Aim of the task »
Return every line of the material exactly.
Source data Block Start
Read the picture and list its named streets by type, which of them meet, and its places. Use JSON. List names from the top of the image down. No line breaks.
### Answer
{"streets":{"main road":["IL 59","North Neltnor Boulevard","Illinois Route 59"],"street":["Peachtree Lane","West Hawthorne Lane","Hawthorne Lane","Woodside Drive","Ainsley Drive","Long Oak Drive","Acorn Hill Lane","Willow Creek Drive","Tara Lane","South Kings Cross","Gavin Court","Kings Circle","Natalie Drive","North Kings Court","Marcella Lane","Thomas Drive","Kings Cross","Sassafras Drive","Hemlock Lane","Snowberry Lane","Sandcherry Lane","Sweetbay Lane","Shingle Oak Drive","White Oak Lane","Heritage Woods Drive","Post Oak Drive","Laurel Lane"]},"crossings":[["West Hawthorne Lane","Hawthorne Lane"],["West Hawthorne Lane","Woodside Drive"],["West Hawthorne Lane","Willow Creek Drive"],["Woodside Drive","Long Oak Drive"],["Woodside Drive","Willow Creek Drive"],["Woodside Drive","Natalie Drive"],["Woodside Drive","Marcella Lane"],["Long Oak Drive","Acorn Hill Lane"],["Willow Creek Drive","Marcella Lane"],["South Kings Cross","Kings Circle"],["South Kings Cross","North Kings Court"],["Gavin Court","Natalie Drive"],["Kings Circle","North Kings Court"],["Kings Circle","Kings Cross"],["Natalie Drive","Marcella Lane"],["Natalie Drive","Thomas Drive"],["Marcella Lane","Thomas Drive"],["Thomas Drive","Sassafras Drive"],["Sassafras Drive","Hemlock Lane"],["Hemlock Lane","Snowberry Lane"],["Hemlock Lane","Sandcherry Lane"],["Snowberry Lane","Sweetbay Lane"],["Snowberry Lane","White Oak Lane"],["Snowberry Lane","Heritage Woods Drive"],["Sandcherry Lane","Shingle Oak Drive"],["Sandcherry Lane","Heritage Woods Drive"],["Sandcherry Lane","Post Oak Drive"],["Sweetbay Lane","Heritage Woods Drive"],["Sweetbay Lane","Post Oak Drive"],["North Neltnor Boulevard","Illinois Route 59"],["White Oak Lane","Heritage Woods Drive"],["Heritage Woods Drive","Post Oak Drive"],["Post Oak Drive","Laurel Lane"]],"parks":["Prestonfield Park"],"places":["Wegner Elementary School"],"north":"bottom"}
Source data Block End
Output below »
Read the picture and list its named streets by type, which of them meet, and its places. Use JSON. List names from the top of the image down. No line breaks.
### Answer
{"streets":{"main road":["IL 59","North Neltnor Boulevard","Illinois Route 59"],"street":["Peachtree Lane","West Hawthorne Lane","Hawthorne Lane","Woodside Drive","Ainsley Drive","Long Oak Drive","Acorn Hill Lane","Willow Creek Drive","Tara Lane","South Kings Cross","Gavin Court","Kings Circle","Natalie Drive","North Kings Court","Marcella Lane","Thomas Drive","Kings Cross","Sassafras Drive","Hemlock Lane","Snowberry Lane","Sandcherry Lane","Sweetbay Lane","Shingle Oak Drive","White Oak Lane","Heritage Woods Drive","Post Oak Drive","Laurel Lane"]},"crossings":[["West Hawthorne Lane","Hawthorne Lane"],["West Hawthorne Lane","Woodside Drive"],["West Hawthorne Lane","Willow Creek Drive"],["Woodside Drive","Long Oak Drive"],["Woodside Drive","Willow Creek Drive"],["Woodside Drive","Natalie Drive"],["Woodside Drive","Marcella Lane"],["Long Oak Drive","Acorn Hill Lane"],["Willow Creek Drive","Marcella Lane"],["South Kings Cross","Kings Circle"],["South Kings Cross","North Kings Court"],["Gavin Court","Natalie Drive"],["Kings Circle","North Kings Court"],["Kings Circle","Kings Cross"],["Natalie Drive","Marcella Lane"],["Natalie Drive","Thomas Drive"],["Marcella Lane","Thomas Drive"],["Thomas Drive","Sassafras Drive"],["Sassafras Drive","Hemlock Lane"],["Hemlock Lane","Snowberry Lane"],["Hemlock Lane","Sandcherry Lane"],["Snowberry Lane","Sweetbay Lane"],["Snowberry Lane","White Oak Lane"],["Snowberry Lane","Heritage Woods Drive"],["Sandcherry Lane","Shingle Oak Drive"],["Sandcherry Lane","Heritage Woods Drive"],["Sandcherry Lane","Post Oak Drive"],["Sweetbay Lane","Heritage Woods Drive"],["Sweetbay Lane","Post Oak Drive"],["North Neltnor Boulevard","Illinois Route 59"],["White Oak Lane","Heritage Woods Drive"],["Heritage Woods Drive","Post Oak Drive"],["Post Oak Drive","Laurel Lane"]],"parks":["Prestonfield Park"],"places":["Wegner Elementary School"],"north":"bottom"}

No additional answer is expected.